====== Material for the task
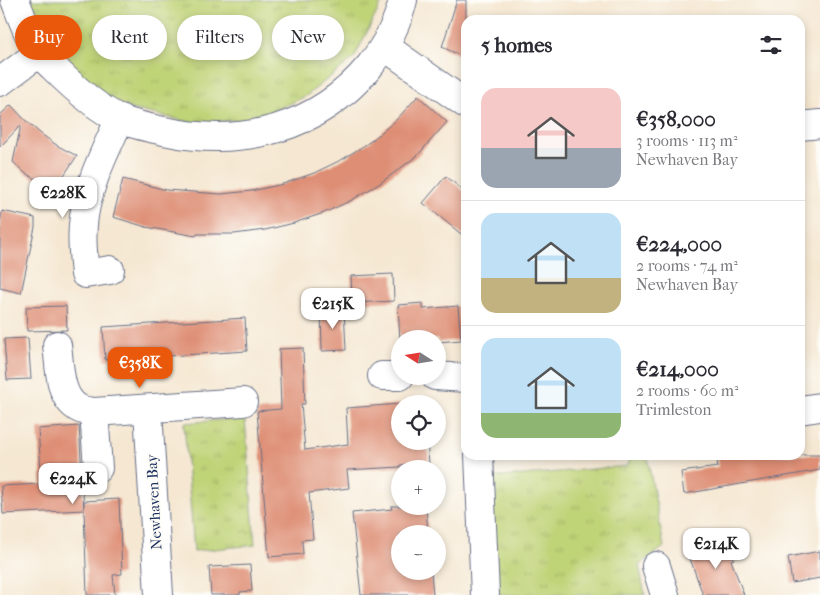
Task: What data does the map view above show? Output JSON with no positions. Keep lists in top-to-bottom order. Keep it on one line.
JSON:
{"streets":{"street":["Newhaven Bay"]},"north":"left","page":{"chip":["Buy","Rent","Filters","New"],"heading":"5 homes","list":[{"name":"€358,000","note":"3 rooms · 113 m² · Newhaven Bay"},{"name":"€224,000","note":"2 rooms · 74 m² · Newhaven Bay"},{"name":"€214,000","note":"2 rooms · 60 m² · Trimleston"}],"price":["€228K","€215K","€358K","€224K","€214K"],"map_buttons":["+","−"]}}
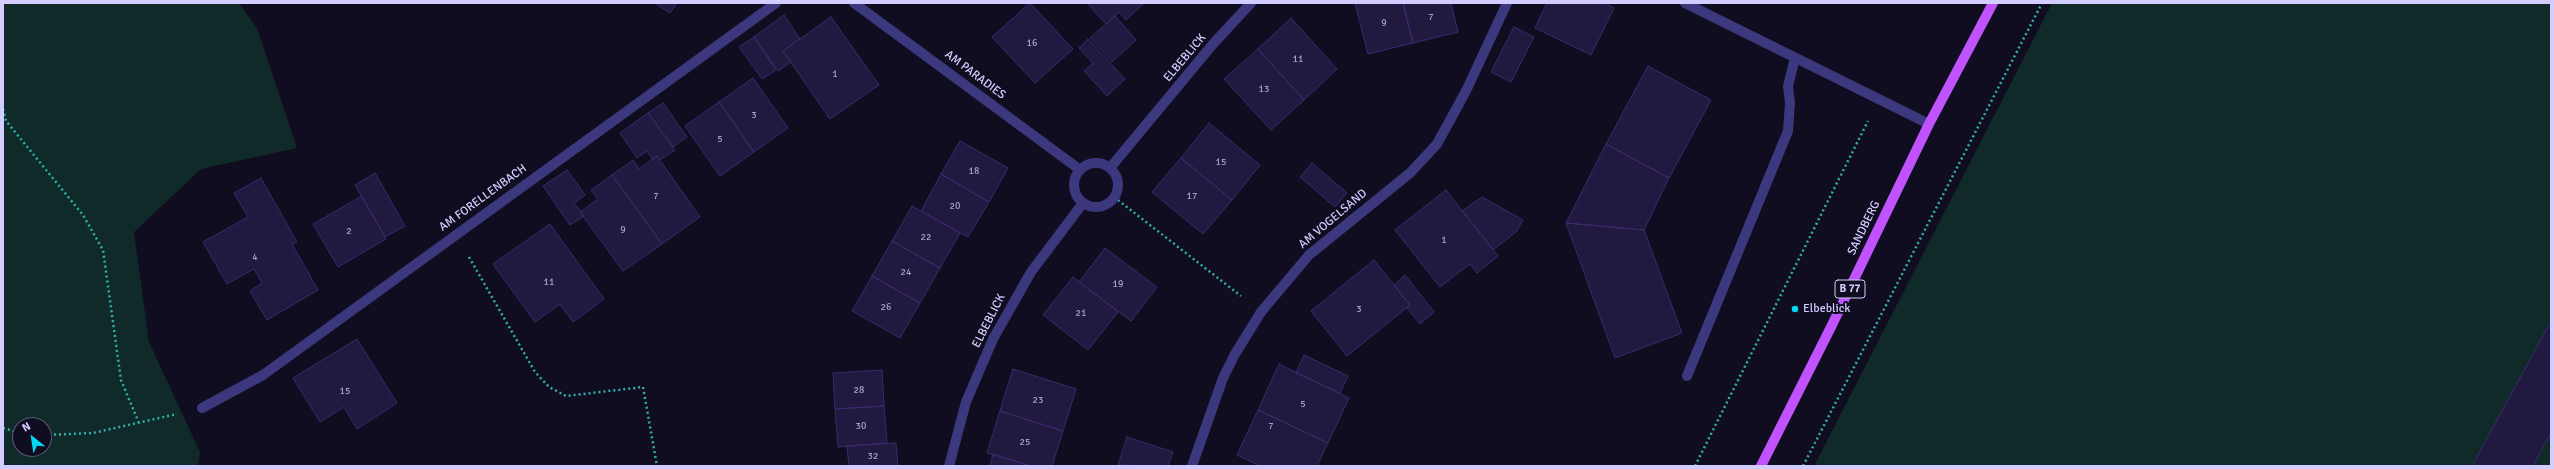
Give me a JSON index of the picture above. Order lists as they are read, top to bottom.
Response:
{
  "streets": {
    "main road": ["SANDBERG", "B 77"],
    "street": [
      "ELBEBLICK",
      "AM PARADIES",
      "AM FORELLENBACH",
      "AM VOGELSAND"
    ]
  },
  "crossings": [
    ["ELBEBLICK", "AM PARADIES"]
  ],
  "places": ["Elbeblick"],
  "house_numbers": [
    "7",
    "9",
    "16",
    "11",
    "1",
    "13",
    "3",
    "5",
    "15",
    "18",
    "7",
    "17",
    "20",
    "9",
    "2",
    "22",
    "1",
    "4",
    "24",
    "11",
    "19",
    "26",
    "3",
    "21",
    "28",
    "15",
    "23",
    "5",
    "30",
    "7",
    "25",
    "32"
  ],
  "north": "top left"
}
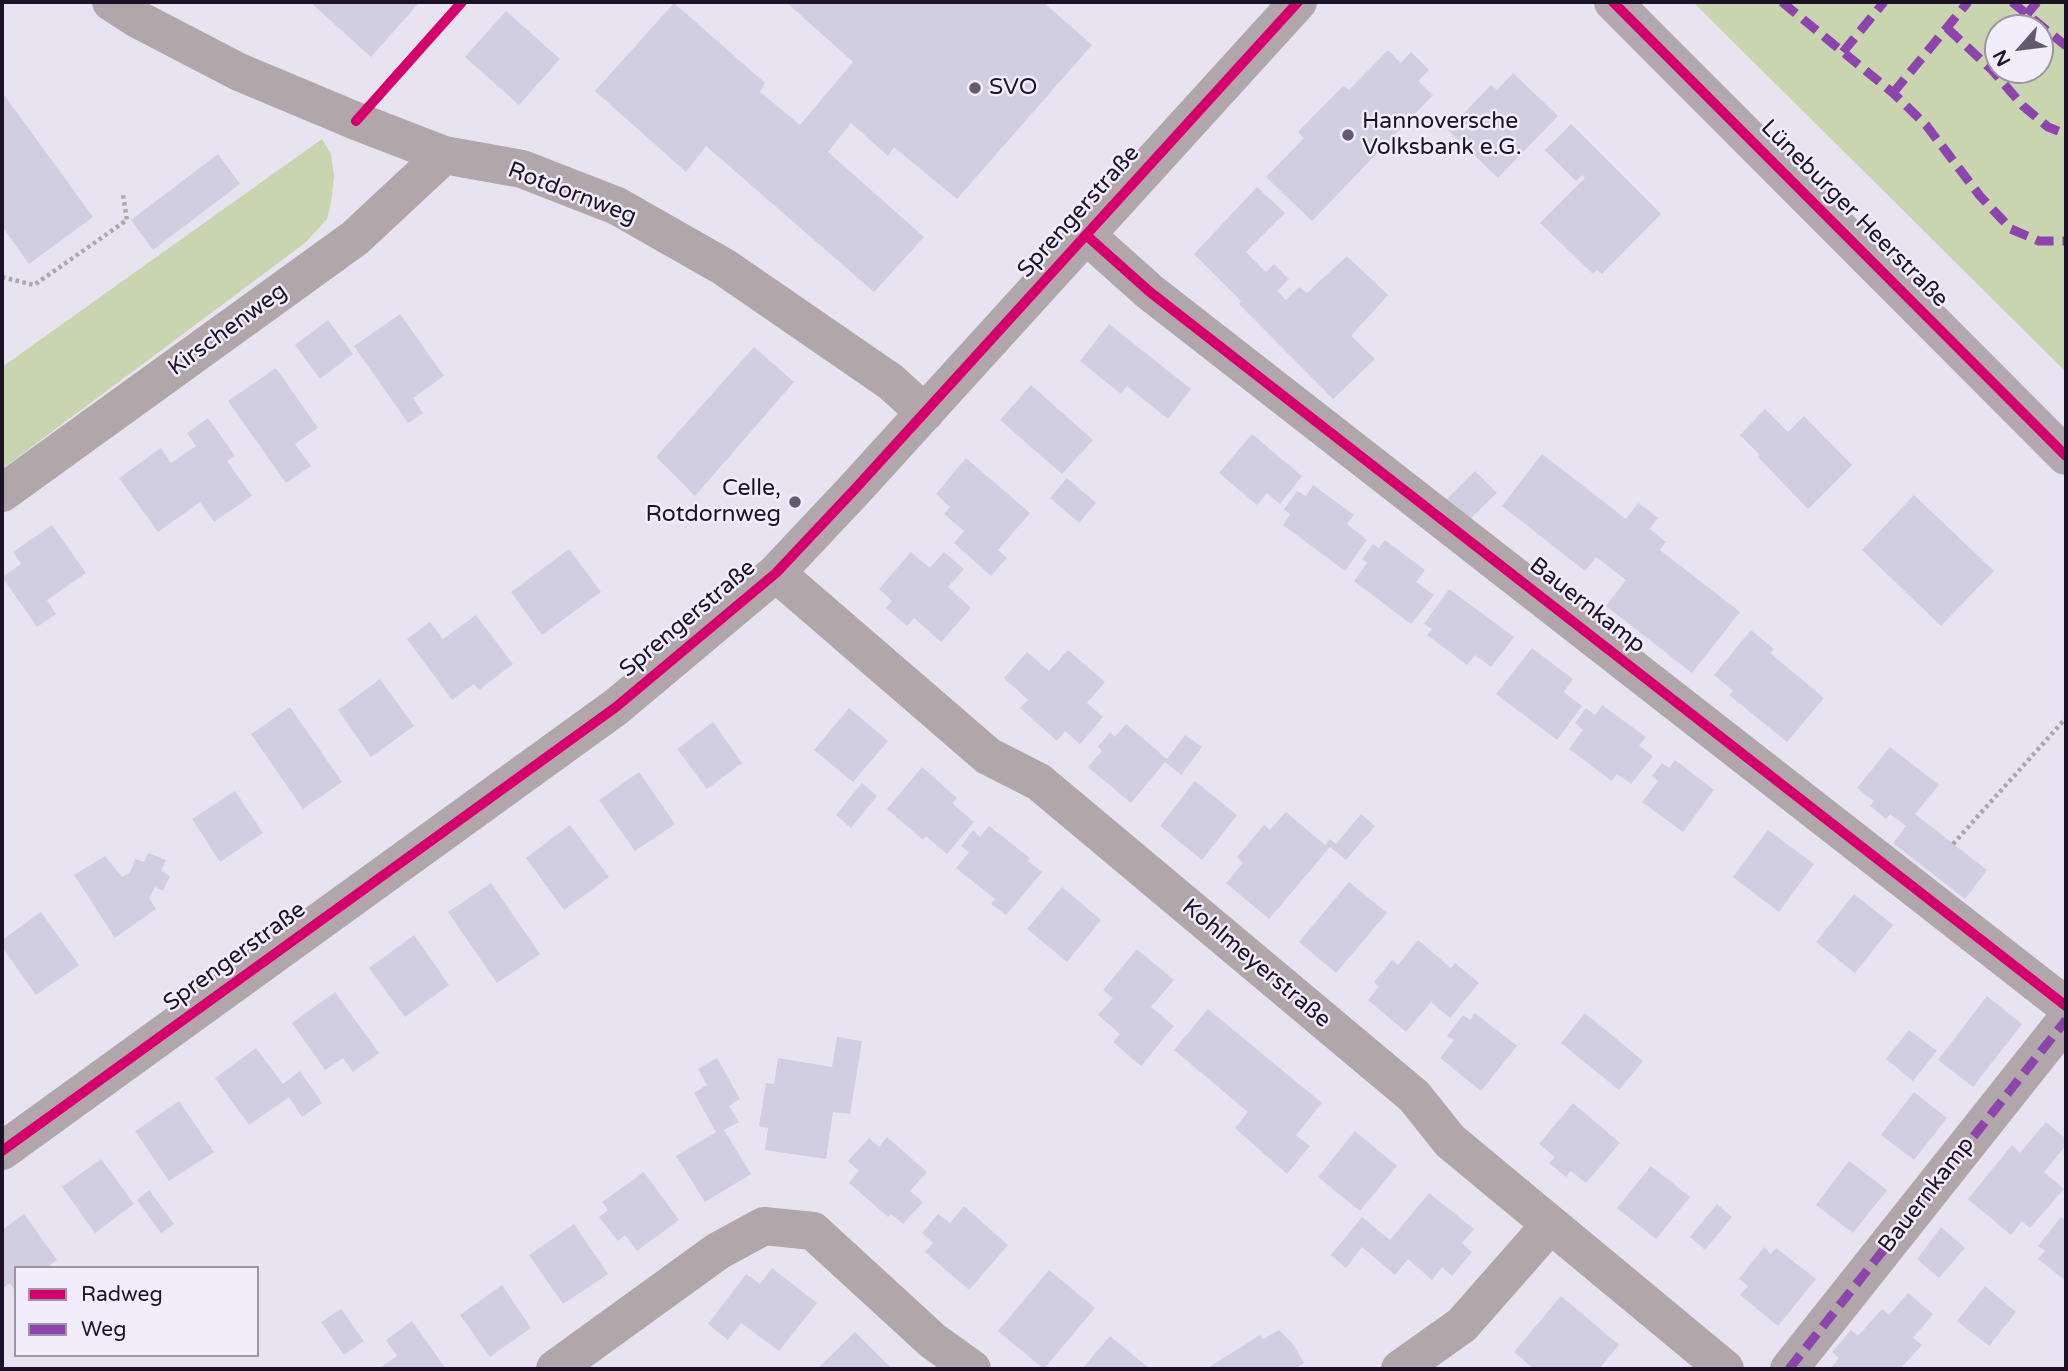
============
Exercise prompt: Go through the data and gather every line that holds "lists".

Answer to this problem:
Task: What data does the map view above show? Output JSON with no positions. Keep lists in top-to-bottom order. Keep it on one line.
Give me a JSON index of the picture above. Order lists as they are read, top to bottom.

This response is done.